**What this task involves**
Reproduce exactly the lines below from the one containing "407px,1012px 564px,791px 617px,796px" through the one containing "777px,1098px 960px,1037px 974px,1034px", including both, and nothing else.

START Listed records

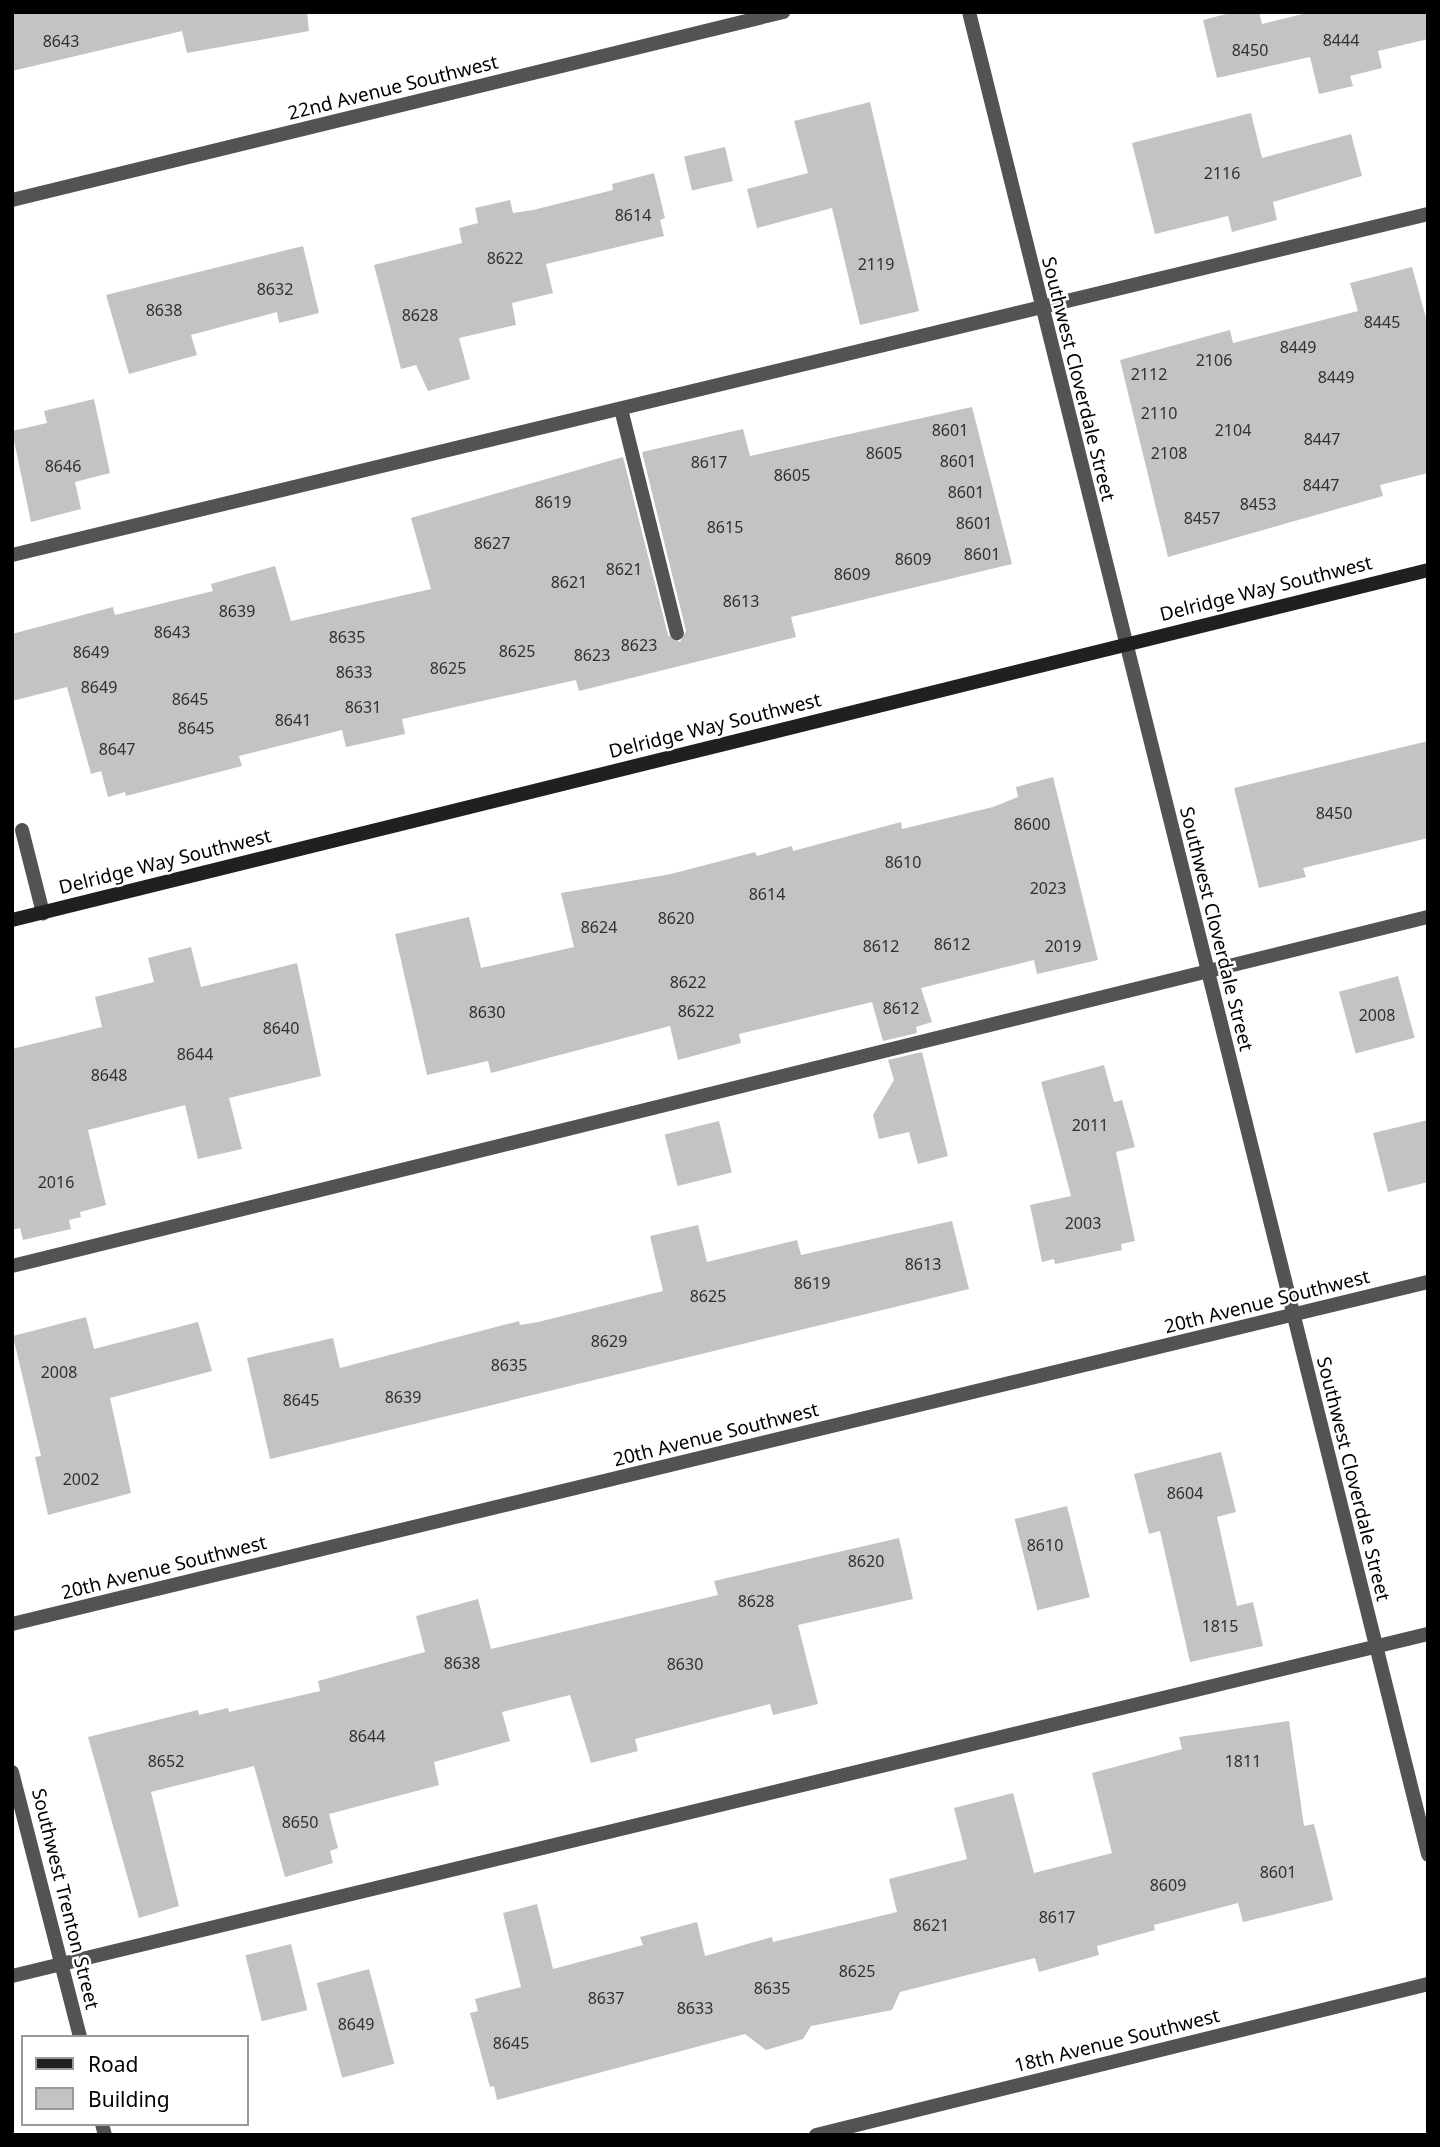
<!DOCTYPE html>
<html>
<head>
<meta charset="utf-8">
<style>
  body { margin:0 }
  #map { position:relative; width:1440px; height:2147px; overflow:hidden; background:#fff; font-family:"Noto Sans",sans-serif }
  div>[style] { position:absolute }
  [style*='--x'] { left:calc(var(--x)*1px); top:calc(var(--y)*1px); width:calc(var(--w)*1px); rotate:calc(var(--a)*1deg) }
  .building>* { inset:0; background:#c3c3c3; transform-origin:0 0 }
  .lane>* { height:14px; margin:-7px; padding:0 7px; transform-origin:7px; border-radius:7px; background:#535353 }
  .street>* { height:14px; margin:-7px; padding:0 7px; transform-origin:7px; border-radius:7px; background:#535353 }
  .secondary>* { height:14px; margin:-7px; padding:0 7px; transform-origin:7px; border-radius:7px; background:#202020 }
  span { translate:-50% -50%; white-space:nowrap; text-align:center; line-height:1.15; -webkit-text-stroke:5px #fff; paint-order:stroke }
  .number-label { font-size:16px; color:#313131 }
  .number-label span { -webkit-text-stroke-width:0 }
  .street-label { font-size:19px; color:#000 }
  .frame { position:absolute; inset:0; border:14px solid #000; pointer-events:none }
  .legend { position:absolute; left:21px; top:2035px; width:228px; height:91px; box-sizing:border-box; background:#fff; border:2px solid #999; margin:0; padding:9px 12px; list-style:none; font-size:21px; color:#000 }
  .legend li { display:flex; align-items:center; gap:14px; height:35px }
  .legend b { width:35px; border:2px solid #999 }
</style>
</head>
<body>
<div id="map">
  <div class="building">
    <i style="clip-path:polygon(12px 12px,307px 12px,309px 31px,187px 53px,182px 31px,12px 71px)"></i>
    <i style="clip-path:polygon(1234px 12px,1259px 12px,1262px 24px,1311px 12px,1428px 12px,1428px 39px,1378px 51px,1382px 68px,1350px 76px,1353px 86px,1319px 94px,1310px 57px,1217px 78px,1203px 20px)"></i>
    <i style="clip-path:polygon(870px 102px,919px 311px,860px 325px,832px 208px,757px 228px,747px 189px,808px 173px,794px 121px)"></i>
    <i style="clip-path:polygon(1251px 113px,1262px 158px,1351px 134px,1362px 176px,1273px 202px,1277px 220px,1232px 232px,1228px 216px,1155px 234px,1132px 143px)"></i>
    <i style="left:725px;top:147px;width:35px;height:42px;rotate:77deg"></i>
    <i style="clip-path:polygon(654px 173px,665px 218px,660px 220px,664px 236px,546px 264px,553px 293px,512px 303px,516px 325px,459px 338px,470px 379px,428px 391px,416px 365px,401px 369px,374px 265px,462px 243px,459px 228px,478px 223px,475px 208px,510px 200px,513px 213px,533px 210px,613px 190px,612px 184px)"></i>
    <i style="clip-path:polygon(303px 246px,319px 313px,279px 323px,277px 312px,191px 335px,197px 355px,129px 374px,106px 295px)"></i>
    <i style="clip-path:polygon(1412px 267px,1428px 325px,1428px 473px,1380px 485px,1383px 496px,1168px 557px,1120px 360px,1230px 330px,1233px 343px,1358px 311px,1350px 283px)"></i>
    <i style="clip-path:polygon(94px 399px,110px 473px,75px 482px,81px 509px,31px 522px,12px 431px,47px 423px,44px 411px)"></i>
    <i style="clip-path:polygon(972px 407px,1012px 564px,791px 617px,796px 637px,579px 691px,576px 680px,402px 719px,405px 734px,346px 747px,342px 730px,239px 756px,242px 766px,126px 796px,125px 792px,108px 797px,101px 771px,91px 774px,67px 687px,12px 701px,12px 634px,113px 607px,115px 615px,213px 591px,211px 584px,275px 566px,291px 621px,431px 589px,411px 518px,623px 457px,668px 635px,680px 642px,686px 631px,642px 452px,743px 429px,750px 456px)"></i>
    <i style="clip-path:polygon(1428px 741px,1428px 838px,1303px 868px,1306px 877px,1259px 888px,1234px 788px)"></i>
    <i style="clip-path:polygon(1053px 777px,1098px 960px,1037px 974px,1034px 960px,921px 988px,932px 1022px,916px 1027px,917px 1033px,883px 1041px,872px 1002px,739px 1034px,741px 1043px,678px 1060px,670px 1026px,491px 1073px,488px 1061px,427px 1075px,395px 934px,469px 917px,481px 968px,574px 947px,561px 893px,671px 874px,755px 852px,757px 856px,792px 846px,793px 851px,901px 822px,902px 829px,993px 807px,1018px 797px,1016px 787px)"></i>
    <i style="clip-path:polygon(191px 947px,201px 987px,297px 963px,321px 1076px,229px 1098px,242px 1149px,198px 1159px,185px 1105px,88px 1130px,106px 1205px,80px 1212px,81px 1217px,69px 1220px,71px 1229px,23px 1240px,20px 1228px,12px 1230px,12px 1049px,102px 1027px,95px 997px,154px 982px,148px 958px)"></i>
    <i style="left:1398px;top:976px;width:64px;height:61px;rotate:75deg"></i>
    <i style="clip-path:polygon(922px 1052px,948px 1156px,918px 1164px,909px 1132px,879px 1139px,873px 1115px,894px 1080px,888px 1060px)"></i>
    <i style="clip-path:polygon(1104px 1065px,1114px 1102px,1122px 1100px,1135px 1147px,1116px 1152px,1135px 1241px,1121px 1244px,1122px 1250px,1055px 1264px,1054px 1259px,1042px 1262px,1030px 1205px,1071px 1196px,1041px 1082px)"></i>
    <i style="clip-path:polygon(1428px 1120px,1428px 1182px,1388px 1192px,1373px 1133px)"></i>
    <i style="left:719px;top:1121px;width:53px;height:56px;rotate:76deg"></i>
    <i style="clip-path:polygon(952px 1221px,969px 1289px,270px 1459px,247px 1358px,333px 1338px,340px 1368px,519px 1321px,520px 1325px,538px 1322px,663px 1291px,650px 1236px,698px 1225px,707px 1262px,797px 1240px,801px 1255px)"></i>
    <i style="clip-path:polygon(86px 1317px,94px 1349px,198px 1322px,212px 1371px,110px 1398px,131px 1493px,48px 1515px,35px 1457px,41px 1456px,13px 1336px)"></i>
    <i style="clip-path:polygon(1221px 1452px,1236px 1512px,1217px 1517px,1237px 1606px,1253px 1602px,1263px 1646px,1190px 1662px,1160px 1531px,1149px 1534px,1134px 1474px)"></i>
    <i style="left:1067px;top:1506px;width:94px;height:54px;rotate:76deg"></i>
    <i style="clip-path:polygon(899px 1538px,913px 1599px,798px 1625px,818px 1704px,773px 1715px,770px 1704px,635px 1739px,638px 1751px,591px 1763px,570px 1695px,502px 1712px,510px 1741px,434px 1762px,439px 1785px,329px 1814px,338px 1848px,330px 1851px,333px 1863px,285px 1877px,254px 1766px,151px 1792px,179px 1906px,139px 1918px,88px 1737px,198px 1710px,199px 1715px,228px 1708px,229px 1712px,320px 1691px,318px 1681px,425px 1652px,416px 1616px,478px 1599px,491px 1649px,718px 1595px,714px 1581px)"></i>
    <i style="clip-path:polygon(1289px 1721px,1304px 1826px,1314px 1824px,1333px 1900px,1243px 1922px,1238px 1903px,1154px 1925px,1155px 1930px,1097px 1946px,1099px 1955px,1039px 1972px,1035px 1958px,900px 1992px,892px 2010px,811px 2026px,803px 2039px,766px 2050px,745px 2034px,497px 2100px,494px 2086px,490px 2087px,470px 2013px,478px 2011px,475px 1999px,521px 1987px,503px 1913px,537px 1904px,553px 1969px,643px 1945px,640px 1937px,697px 1922px,705px 1956px,772px 1937px,773px 1942px,897px 1912px,889px 1879px,967px 1859px,954px 1808px,1013px 1793px,1034px 1873px,1112px 1853px,1092px 1773px,1182px 1749px,1179px 1737px)"></i>
    <i style="left:291px;top:1944px;width:68px;height:47px;rotate:76deg"></i>
    <i style="left:369px;top:1969px;width:98px;height:54px;rotate:75deg"></i>
  </div>
  <div class="lane">
    <i style="--x:621;--y:409;--w:231;--a:76"></i>
    <i style="--x:12;--y:555;--w:1456;--a:-13.54"></i>
    <i style="--x:22;--y:830;--w:86;--a:75.8"></i>
    <i style="--x:12;--y:1266;--w:1458;--a:-13.85"></i>
    <i style="--x:12;--y:1976;--w:1457;--a:-13.58"></i>
  </div>
  <div class="street">
    <i style="--x:969;--y:12;--w:1899;--a:76.01"></i>
    <i style="--x:12;--y:200;--w:794;--a:-13.7"></i>
    <i style="--x:12;--y:1624;--w:1457;--a:-13.58"></i>
    <i style="--x:12;--y:1772;--w:274;--a:75.6"></i>
    <i style="--x:102;--y:2124;--w:11;--a:75"></i>
    <i style="--x:816;--y:2135;--w:630;--a:-13.86"></i>
  </div>
  <div class="secondary">
    <i style="--x:12;--y:920;--w:1459;--a:-13.88"></i>
  </div>
  <div class="number-label">
    <span style="left:1341px;top:40px">8444</span>
    <span style="left:61px;top:41px">8643</span>
    <span style="left:1250px;top:50px">8450</span>
    <span style="left:1222px;top:173px">2116</span>
    <span style="left:633px;top:215px">8614</span>
    <span style="left:505px;top:258px">8622</span>
    <span style="left:876px;top:264px">2119</span>
    <span style="left:275px;top:289px">8632</span>
    <span style="left:164px;top:310px">8638</span>
    <span style="left:420px;top:315px">8628</span>
    <span style="left:1382px;top:322px">8445</span>
    <span style="left:1298px;top:347px">8449</span>
    <span style="left:1214px;top:360px">2106</span>
    <span style="left:1149px;top:374px">2112</span>
    <span style="left:1336px;top:377px">8449</span>
    <span style="left:1159px;top:413px">2110</span>
    <span style="left:950px;top:430px">8601</span>
    <span style="left:1233px;top:430px">2104</span>
    <span style="left:1322px;top:439px">8447</span>
    <span style="left:884px;top:453px">8605</span>
    <span style="left:1169px;top:453px">2108</span>
    <span style="left:958px;top:461px">8601</span>
    <span style="left:709px;top:462px">8617</span>
    <span style="left:63px;top:466px">8646</span>
    <span style="left:792px;top:475px">8605</span>
    <span style="left:1321px;top:485px">8447</span>
    <span style="left:966px;top:492px">8601</span>
    <span style="left:553px;top:502px">8619</span>
    <span style="left:1258px;top:504px">8453</span>
    <span style="left:1202px;top:518px">8457</span>
    <span style="left:974px;top:523px">8601</span>
    <span style="left:725px;top:527px">8615</span>
    <span style="left:492px;top:543px">8627</span>
    <span style="left:982px;top:554px">8601</span>
    <span style="left:913px;top:559px">8609</span>
    <span style="left:624px;top:569px">8621</span>
    <span style="left:852px;top:574px">8609</span>
    <span style="left:569px;top:582px">8621</span>
    <span style="left:741px;top:601px">8613</span>
    <span style="left:237px;top:611px">8639</span>
    <span style="left:172px;top:632px">8643</span>
    <span style="left:347px;top:637px">8635</span>
    <span style="left:639px;top:645px">8623</span>
    <span style="left:517px;top:651px">8625</span>
    <span style="left:91px;top:652px">8649</span>
    <span style="left:592px;top:655px">8623</span>
    <span style="left:448px;top:668px">8625</span>
    <span style="left:354px;top:672px">8633</span>
    <span style="left:99px;top:687px">8649</span>
    <span style="left:190px;top:699px">8645</span>
    <span style="left:363px;top:707px">8631</span>
    <span style="left:293px;top:720px">8641</span>
    <span style="left:196px;top:728px">8645</span>
    <span style="left:117px;top:749px">8647</span>
    <span style="left:1334px;top:813px">8450</span>
    <span style="left:1032px;top:824px">8600</span>
    <span style="left:903px;top:862px">8610</span>
    <span style="left:1048px;top:888px">2023</span>
    <span style="left:767px;top:894px">8614</span>
    <span style="left:676px;top:918px">8620</span>
    <span style="left:599px;top:927px">8624</span>
    <span style="left:952px;top:944px">8612</span>
    <span style="left:881px;top:946px">8612</span>
    <span style="left:1063px;top:946px">2019</span>
    <span style="left:688px;top:982px">8622</span>
    <span style="left:901px;top:1008px">8612</span>
    <span style="left:696px;top:1011px">8622</span>
    <span style="left:487px;top:1012px">8630</span>
    <span style="left:1377px;top:1015px">2008</span>
    <span style="left:281px;top:1028px">8640</span>
    <span style="left:195px;top:1054px">8644</span>
    <span style="left:109px;top:1075px">8648</span>
    <span style="left:1090px;top:1125px">2011</span>
    <span style="left:56px;top:1182px">2016</span>
    <span style="left:1083px;top:1223px">2003</span>
    <span style="left:923px;top:1264px">8613</span>
    <span style="left:812px;top:1283px">8619</span>
    <span style="left:708px;top:1296px">8625</span>
    <span style="left:609px;top:1341px">8629</span>
    <span style="left:509px;top:1365px">8635</span>
    <span style="left:59px;top:1372px">2008</span>
    <span style="left:403px;top:1397px">8639</span>
    <span style="left:301px;top:1400px">8645</span>
    <span style="left:81px;top:1479px">2002</span>
    <span style="left:1185px;top:1493px">8604</span>
    <span style="left:1045px;top:1545px">8610</span>
    <span style="left:866px;top:1561px">8620</span>
    <span style="left:756px;top:1601px">8628</span>
    <span style="left:1220px;top:1626px">1815</span>
    <span style="left:462px;top:1663px">8638</span>
    <span style="left:685px;top:1664px">8630</span>
    <span style="left:367px;top:1736px">8644</span>
    <span style="left:166px;top:1761px">8652</span>
    <span style="left:1243px;top:1761px">1811</span>
    <span style="left:300px;top:1822px">8650</span>
    <span style="left:1278px;top:1872px">8601</span>
    <span style="left:1168px;top:1885px">8609</span>
    <span style="left:1057px;top:1917px">8617</span>
    <span style="left:931px;top:1925px">8621</span>
    <span style="left:857px;top:1971px">8625</span>
    <span style="left:772px;top:1988px">8635</span>
    <span style="left:606px;top:1998px">8637</span>
    <span style="left:695px;top:2008px">8633</span>
    <span style="left:356px;top:2024px">8649</span>
    <span style="left:511px;top:2043px">8645</span>
  </div>
  <div class="street-label">
    <span style="left:393px;top:88px;rotate:-14deg">22nd Avenue Southwest</span>
    <span style="left:1078px;top:379px;rotate:76deg">Southwest Cloverdale Street</span>
    <span style="left:1266px;top:589px;rotate:-14deg">Delridge Way Southwest</span>
    <span style="left:715px;top:726px;rotate:-14deg">Delridge Way Southwest</span>
    <span style="left:165px;top:862px;rotate:-14deg">Delridge Way Southwest</span>
    <span style="left:1216px;top:929px;rotate:76deg">Southwest Cloverdale Street</span>
    <span style="left:1267px;top:1302px;rotate:-14deg">20th Avenue Southwest</span>
    <span style="left:716px;top:1435px;rotate:-14deg">20th Avenue Southwest</span>
    <span style="left:1353px;top:1479px;rotate:76deg">Southwest Cloverdale Street</span>
    <span style="left:164px;top:1568px;rotate:-14deg">20th Avenue Southwest</span>
    <span style="left:65px;top:1899px;rotate:76deg">Southwest Trenton Street</span>
    <span style="left:1117px;top:2041px;rotate:-14deg">18th Avenue Southwest</span>
  </div>
  <div class="frame"></div>
  <ul class="legend">
  <li><b style="height:9px;background:#202020"></b>Road</li>
  <li><b style="height:19px;background:#c3c3c3"></b>Building</li>
  </ul>
</div>
</body>
</html>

END Listed records

**Task solution**
    <i style="clip-path:polygon(972px 407px,1012px 564px,791px 617px,796px 637px,579px 691px,576px 680px,402px 719px,405px 734px,346px 747px,342px 730px,239px 756px,242px 766px,126px 796px,125px 792px,108px 797px,101px 771px,91px 774px,67px 687px,12px 701px,12px 634px,113px 607px,115px 615px,213px 591px,211px 584px,275px 566px,291px 621px,431px 589px,411px 518px,623px 457px,668px 635px,680px 642px,686px 631px,642px 452px,743px 429px,750px 456px)"></i>
    <i style="clip-path:polygon(1428px 741px,1428px 838px,1303px 868px,1306px 877px,1259px 888px,1234px 788px)"></i>
    <i style="clip-path:polygon(1053px 777px,1098px 960px,1037px 974px,1034px 960px,921px 988px,932px 1022px,916px 1027px,917px 1033px,883px 1041px,872px 1002px,739px 1034px,741px 1043px,678px 1060px,670px 1026px,491px 1073px,488px 1061px,427px 1075px,395px 934px,469px 917px,481px 968px,574px 947px,561px 893px,671px 874px,755px 852px,757px 856px,792px 846px,793px 851px,901px 822px,902px 829px,993px 807px,1018px 797px,1016px 787px)"></i>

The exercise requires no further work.